__DIRECTIONS__:
Below are some records. Return exactly the lines from the one with "inset:0; background:#c2acc8; transform-origin:0" to the one with "height:5px; margin:-2.5px; padding:0", and nothing else.

[[ DATA FOR ANALYSIS open ]]

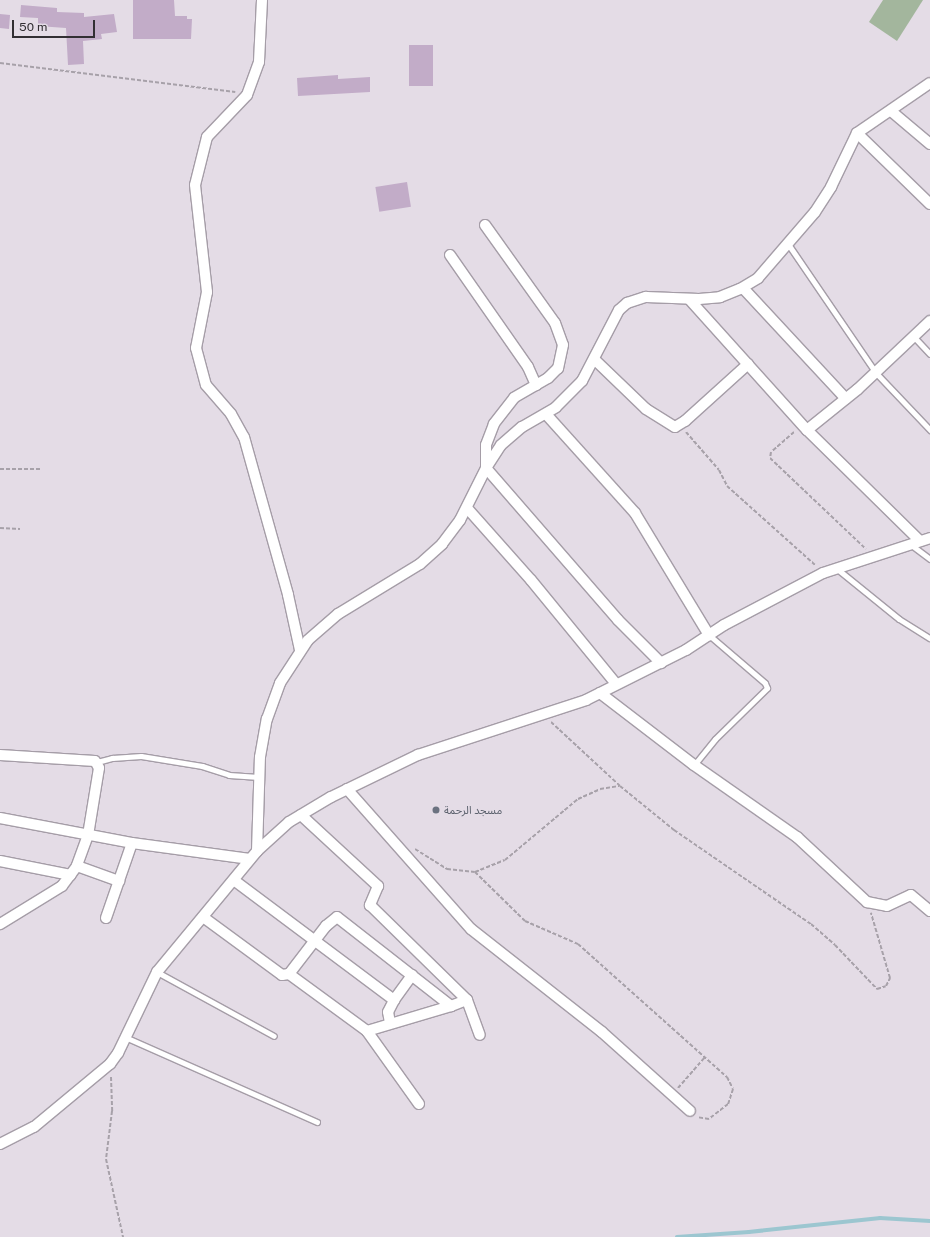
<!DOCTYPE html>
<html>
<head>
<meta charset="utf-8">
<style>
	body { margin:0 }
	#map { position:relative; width:930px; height:1237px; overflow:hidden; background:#e4dce6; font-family:"Public Sans","Noto Sans Arabic",sans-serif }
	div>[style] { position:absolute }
	.green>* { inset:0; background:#a3b69d }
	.stream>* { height:3.5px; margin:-1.75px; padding:0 1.75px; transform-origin:1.75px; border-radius:1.75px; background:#9cc6d0 }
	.building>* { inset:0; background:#c2acc8; transform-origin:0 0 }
	.path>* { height:2px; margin-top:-1px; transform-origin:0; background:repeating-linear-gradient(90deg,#a7a1a9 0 4px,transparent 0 6px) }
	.roads { filter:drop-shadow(1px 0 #a59da7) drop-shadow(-1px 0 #a59da7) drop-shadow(0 1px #a59da7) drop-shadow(0 -1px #a59da7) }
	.lane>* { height:5px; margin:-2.5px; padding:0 2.5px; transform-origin:2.5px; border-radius:2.5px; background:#fff }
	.street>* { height:10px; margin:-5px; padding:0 5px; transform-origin:5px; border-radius:5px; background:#fff }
	.dots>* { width:11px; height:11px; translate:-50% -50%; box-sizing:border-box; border:2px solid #e4dce6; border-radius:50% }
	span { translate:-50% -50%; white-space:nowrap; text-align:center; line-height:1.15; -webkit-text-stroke:4px #e4dce6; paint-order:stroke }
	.worship-label { font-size:11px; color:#5b616d }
	.left { translate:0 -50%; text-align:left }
	.scale { position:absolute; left:12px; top:20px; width:83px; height:18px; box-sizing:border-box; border:2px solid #322f33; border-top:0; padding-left:5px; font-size:12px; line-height:14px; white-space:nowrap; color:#322f33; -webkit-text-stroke:3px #e4dce6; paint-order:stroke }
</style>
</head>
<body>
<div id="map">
	<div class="green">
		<i style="clip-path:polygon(883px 0,923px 0,897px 41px,869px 22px)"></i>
	</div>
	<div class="stream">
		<i style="left:677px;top:1237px;width:72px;rotate:-4deg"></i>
		<i style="left:749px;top:1232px;width:132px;rotate:-6.1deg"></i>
		<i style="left:880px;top:1218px;width:50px;rotate:3.4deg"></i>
	</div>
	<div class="building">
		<i style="clip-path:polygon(133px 0,174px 0,175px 16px,187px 16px,187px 19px,192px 19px,191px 39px,133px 39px)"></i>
		<i style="clip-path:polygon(21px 5px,57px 8px,57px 12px,84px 13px,84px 17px,114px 14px,117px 32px,101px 34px,102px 39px,83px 41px,84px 64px,68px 65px,66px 28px,38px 26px,38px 18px,20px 17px)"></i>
		<i style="clip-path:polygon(0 14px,10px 15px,9px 29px,0 28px)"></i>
		<i style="left:433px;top:45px;width:41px;height:24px;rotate:90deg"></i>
		<i style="clip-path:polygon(338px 75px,338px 79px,370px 77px,370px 92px,298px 96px,297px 78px)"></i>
		<i style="left:407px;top:182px;width:25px;height:32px;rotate:81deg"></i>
	</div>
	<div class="path">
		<i style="left:0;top:63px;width:237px;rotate:7deg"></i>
		<i style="left:686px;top:432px;width:50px;rotate:49deg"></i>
		<i style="left:719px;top:470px;width:18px;rotate:63deg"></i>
		<i style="left:727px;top:486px;width:118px;rotate:41.9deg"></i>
		<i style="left:794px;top:432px;width:30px;rotate:139deg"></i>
		<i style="left:771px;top:452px;width:6px;rotate:99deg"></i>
		<i style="left:770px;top:458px;width:132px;rotate:43.5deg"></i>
		<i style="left:0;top:469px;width:42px"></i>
		<i style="left:0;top:528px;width:20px;rotate:3deg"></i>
		<i style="left:551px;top:722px;width:94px;rotate:42.8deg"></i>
		<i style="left:620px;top:786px;width:70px;rotate:39.2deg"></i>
		<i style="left:674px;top:830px;width:166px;rotate:34.5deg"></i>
		<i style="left:811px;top:924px;width:32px;rotate:41deg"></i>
		<i style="left:835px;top:945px;width:61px;rotate:46.3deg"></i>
		<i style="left:877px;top:989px;width:9px;rotate:-18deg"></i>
		<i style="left:886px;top:986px;width:9px;rotate:-63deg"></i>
		<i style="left:890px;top:978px;width:68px;rotate:-106.3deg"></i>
		<i style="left:415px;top:849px;width:38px;rotate:32deg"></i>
		<i style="left:447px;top:869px;width:28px;rotate:6deg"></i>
		<i style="left:475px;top:872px;width:70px;rotate:44.4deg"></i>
		<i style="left:525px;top:921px;width:58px;rotate:23.5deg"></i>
		<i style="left:578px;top:944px;width:200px;rotate:41.8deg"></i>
		<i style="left:727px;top:1077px;width:13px;rotate:63deg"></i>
		<i style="left:733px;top:1089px;width:16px;rotate:108deg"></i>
		<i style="left:728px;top:1104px;width:24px;rotate:142deg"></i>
		<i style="left:709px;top:1119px;width:12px;rotate:-171deg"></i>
		<i style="left:475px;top:872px;width:32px;rotate:-22deg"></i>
		<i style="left:505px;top:860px;width:95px;rotate:-39.9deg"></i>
		<i style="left:578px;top:799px;width:24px;rotate:-24deg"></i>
		<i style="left:600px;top:789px;width:20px;rotate:-9deg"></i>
		<i style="left:111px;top:1077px;width:34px;rotate:88deg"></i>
		<i style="left:112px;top:1111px;width:48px;rotate:97.1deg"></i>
		<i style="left:106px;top:1159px;width:80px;rotate:77.7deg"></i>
		<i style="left:678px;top:1088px;width:41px;rotate:-48.9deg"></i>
	</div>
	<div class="roads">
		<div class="lane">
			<i style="left:788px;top:244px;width:156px;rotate:55.7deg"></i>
			<i style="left:876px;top:373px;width:79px;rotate:46.5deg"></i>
			<i style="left:914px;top:337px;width:23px;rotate:47deg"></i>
			<i style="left:910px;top:544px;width:25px;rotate:37deg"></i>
			<i style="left:836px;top:568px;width:81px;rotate:39deg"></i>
			<i style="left:899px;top:619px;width:36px;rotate:32deg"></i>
			<i style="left:97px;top:762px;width:16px;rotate:-15deg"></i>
			<i style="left:112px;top:758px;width:29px;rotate:-4deg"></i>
			<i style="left:141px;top:756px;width:62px;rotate:9.3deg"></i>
			<i style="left:202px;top:766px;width:28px;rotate:18deg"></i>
			<i style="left:229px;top:775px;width:30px;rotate:4deg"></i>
			<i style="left:694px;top:765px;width:33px;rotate:-51deg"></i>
			<i style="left:715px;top:739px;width:73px;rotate:-44.4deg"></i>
			<i style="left:767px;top:688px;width:5px;rotate:-112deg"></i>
			<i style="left:765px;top:683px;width:74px;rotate:-139.4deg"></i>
			<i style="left:157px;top:972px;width:133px;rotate:28.7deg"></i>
			<i style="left:125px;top:1037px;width:210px;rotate:23.9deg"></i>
		</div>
		<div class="street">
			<i style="left:262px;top:0;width:62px;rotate:92.8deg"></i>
			<i style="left:259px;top:62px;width:35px;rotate:110deg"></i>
			<i style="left:247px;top:95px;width:58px;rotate:133.6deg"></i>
			<i style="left:207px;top:137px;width:49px;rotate:104deg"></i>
			<i style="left:195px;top:185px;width:108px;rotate:83.6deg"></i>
			<i style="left:207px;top:292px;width:57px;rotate:101.1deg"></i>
			<i style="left:196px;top:348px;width:38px;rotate:75deg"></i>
			<i style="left:206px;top:385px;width:38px;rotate:49deg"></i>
			<i style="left:231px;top:414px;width:26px;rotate:61deg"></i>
			<i style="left:244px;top:437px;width:164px;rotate:74.4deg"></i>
			<i style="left:288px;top:595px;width:56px;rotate:77.7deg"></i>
			<i style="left:891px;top:111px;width:51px;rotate:40.2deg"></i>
			<i style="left:857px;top:133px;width:102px;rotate:44.2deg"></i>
			<i style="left:485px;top:225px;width:120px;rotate:54.5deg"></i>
			<i style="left:555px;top:323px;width:23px;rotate:70deg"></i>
			<i style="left:563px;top:345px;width:24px;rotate:102deg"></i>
			<i style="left:558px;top:368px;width:14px;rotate:135deg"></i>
			<i style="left:548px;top:378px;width:39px;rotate:150deg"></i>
			<i style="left:514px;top:398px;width:33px;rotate:128deg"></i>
			<i style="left:494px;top:424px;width:22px;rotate:111deg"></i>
			<i style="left:486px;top:445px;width:23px;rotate:90deg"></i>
			<i style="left:486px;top:468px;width:201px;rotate:49deg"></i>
			<i style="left:618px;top:620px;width:61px;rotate:45deg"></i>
			<i style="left:450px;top:255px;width:136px;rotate:55.1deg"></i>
			<i style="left:528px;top:367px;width:20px;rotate:66deg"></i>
			<i style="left:743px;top:288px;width:151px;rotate:47.1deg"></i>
			<i style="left:689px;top:299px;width:176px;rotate:48deg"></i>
			<i style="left:594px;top:359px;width:72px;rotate:43.9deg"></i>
			<i style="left:646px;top:409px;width:34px;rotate:32deg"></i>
			<i style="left:675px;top:427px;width:12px;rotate:-31deg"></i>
			<i style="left:685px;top:421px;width:85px;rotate:-42.1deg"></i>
			<i style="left:546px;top:414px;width:133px;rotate:48deg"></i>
			<i style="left:635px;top:513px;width:143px;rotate:58.8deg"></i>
			<i style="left:467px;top:508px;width:96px;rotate:48.4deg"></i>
			<i style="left:531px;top:580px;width:134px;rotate:50.7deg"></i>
			<i style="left:920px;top:541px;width:158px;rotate:-135.5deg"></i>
			<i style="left:807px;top:430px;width:65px;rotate:-38.8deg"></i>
			<i style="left:858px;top:389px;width:99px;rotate:-43.4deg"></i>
			<i style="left:600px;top:693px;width:118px;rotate:37.5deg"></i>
			<i style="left:694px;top:765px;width:126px;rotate:35deg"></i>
			<i style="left:797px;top:837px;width:96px;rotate:42.9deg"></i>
			<i style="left:867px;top:902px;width:20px;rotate:11deg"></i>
			<i style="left:887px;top:906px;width:26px;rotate:-25deg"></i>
			<i style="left:911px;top:895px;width:25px;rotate:40deg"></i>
			<i style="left:0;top:755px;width:95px;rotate:3.6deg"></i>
			<i style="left:95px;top:761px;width:8px;rotate:60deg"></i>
			<i style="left:99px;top:768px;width:68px;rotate:99.3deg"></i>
			<i style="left:88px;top:835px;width:33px;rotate:110deg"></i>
			<i style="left:77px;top:866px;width:25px;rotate:127deg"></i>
			<i style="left:62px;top:886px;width:73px;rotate:148.5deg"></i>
			<i style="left:347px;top:789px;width:187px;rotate:48.5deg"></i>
			<i style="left:471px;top:929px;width:167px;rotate:38.2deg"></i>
			<i style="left:602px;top:1032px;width:118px;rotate:41.9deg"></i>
			<i style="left:301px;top:815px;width:105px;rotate:42.7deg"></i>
			<i style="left:378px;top:886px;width:21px;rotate:113deg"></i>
			<i style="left:370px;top:905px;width:136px;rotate:44.4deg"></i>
			<i style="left:467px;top:1000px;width:37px;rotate:70deg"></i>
			<i style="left:0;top:818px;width:134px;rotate:10.7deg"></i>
			<i style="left:132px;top:843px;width:119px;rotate:7.7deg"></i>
			<i style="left:257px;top:851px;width:94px;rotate:-88.2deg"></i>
			<i style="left:260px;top:757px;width:39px;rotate:-80deg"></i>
			<i style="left:267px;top:719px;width:38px;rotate:-70deg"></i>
			<i style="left:280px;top:683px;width:51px;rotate:-56.9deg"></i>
			<i style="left:308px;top:640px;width:40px;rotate:-41deg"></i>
			<i style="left:338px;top:614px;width:96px;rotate:-31.4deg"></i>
			<i style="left:420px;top:564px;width:30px;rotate:-42deg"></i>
			<i style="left:442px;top:544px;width:30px;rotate:-53deg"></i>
			<i style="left:460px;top:520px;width:58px;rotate:-63.4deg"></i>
			<i style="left:486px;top:468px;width:27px;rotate:-57deg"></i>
			<i style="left:501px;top:445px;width:28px;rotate:-41deg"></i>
			<i style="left:522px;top:427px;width:39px;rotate:-30deg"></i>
			<i style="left:556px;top:407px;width:37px;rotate:-45deg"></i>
			<i style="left:582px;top:381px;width:80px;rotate:-62.5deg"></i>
			<i style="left:619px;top:310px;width:11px;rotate:-41deg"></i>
			<i style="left:627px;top:303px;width:20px;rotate:-18deg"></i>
			<i style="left:646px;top:297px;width:53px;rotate:2.2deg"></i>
			<i style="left:699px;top:299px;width:21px;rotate:-5deg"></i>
			<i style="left:720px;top:297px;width:22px;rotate:-22deg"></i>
			<i style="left:740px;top:289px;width:21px;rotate:-31deg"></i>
			<i style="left:758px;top:278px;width:87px;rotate:-49.2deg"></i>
			<i style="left:815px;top:212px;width:30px;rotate:-57deg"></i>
			<i style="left:831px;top:187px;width:60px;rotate:-64.3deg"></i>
			<i style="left:857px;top:133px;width:88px;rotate:-34.4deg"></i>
			<i style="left:0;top:861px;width:72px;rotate:11.2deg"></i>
			<i style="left:77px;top:866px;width:45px;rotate:19.7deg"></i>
			<i style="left:235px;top:881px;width:199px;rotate:36.8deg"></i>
			<i style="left:394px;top:1000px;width:31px;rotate:-54deg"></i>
			<i style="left:203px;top:917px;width:98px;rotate:36.3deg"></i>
			<i style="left:282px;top:975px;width:7px;rotate:-8deg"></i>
			<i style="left:106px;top:918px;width:79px;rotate:-70.9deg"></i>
			<i style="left:390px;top:1023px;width:11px;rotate:-100deg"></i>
			<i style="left:388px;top:1012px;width:13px;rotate:-63deg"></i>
			<i style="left:367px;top:1031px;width:88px;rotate:-16.6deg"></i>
			<i style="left:419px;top:1104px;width:90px;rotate:-125.5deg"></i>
			<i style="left:367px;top:1031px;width:97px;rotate:-143.8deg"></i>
			<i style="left:289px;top:974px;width:61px;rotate:-52.4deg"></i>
			<i style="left:326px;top:926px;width:14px;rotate:-39deg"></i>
			<i style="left:337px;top:917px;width:145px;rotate:38deg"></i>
			<i style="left:451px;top:1006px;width:17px;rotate:-21deg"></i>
			<i style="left:0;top:1144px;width:38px;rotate:-27deg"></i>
			<i style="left:34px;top:1127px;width:99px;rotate:-39.7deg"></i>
			<i style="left:110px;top:1064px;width:14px;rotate:-54deg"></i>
			<i style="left:118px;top:1053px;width:90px;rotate:-64.3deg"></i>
			<i style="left:157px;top:972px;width:157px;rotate:-50.4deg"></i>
			<i style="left:257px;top:851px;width:43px;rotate:-42.2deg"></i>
			<i style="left:289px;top:822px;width:49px;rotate:-30.8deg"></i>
			<i style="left:331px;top:797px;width:97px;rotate:-25.8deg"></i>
			<i style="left:418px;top:755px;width:177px;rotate:-18.1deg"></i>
			<i style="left:586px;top:700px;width:112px;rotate:-26.6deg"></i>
			<i style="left:686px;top:650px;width:45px;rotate:-33.3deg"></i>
			<i style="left:724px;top:625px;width:112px;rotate:-27.7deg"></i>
			<i style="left:823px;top:573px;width:113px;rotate:-18.1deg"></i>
		</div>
	</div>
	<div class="dots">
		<i style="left:436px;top:810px;background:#6b7280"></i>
	</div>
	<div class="worship-label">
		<span class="left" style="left:444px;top:810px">مسجد الرحمة</span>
	</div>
	<div class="scale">50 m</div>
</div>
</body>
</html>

[[ DATA FOR ANALYSIS closed ]]

__TASK ANSWER__:
	.building>* { inset:0; background:#c2acc8; transform-origin:0 0 }
	.path>* { height:2px; margin-top:-1px; transform-origin:0; background:repeating-linear-gradient(90deg,#a7a1a9 0 4px,transparent 0 6px) }
	.roads { filter:drop-shadow(1px 0 #a59da7) drop-shadow(-1px 0 #a59da7) drop-shadow(0 1px #a59da7) drop-shadow(0 -1px #a59da7) }
	.lane>* { height:5px; margin:-2.5px; padding:0 2.5px; transform-origin:2.5px; border-radius:2.5px; background:#fff }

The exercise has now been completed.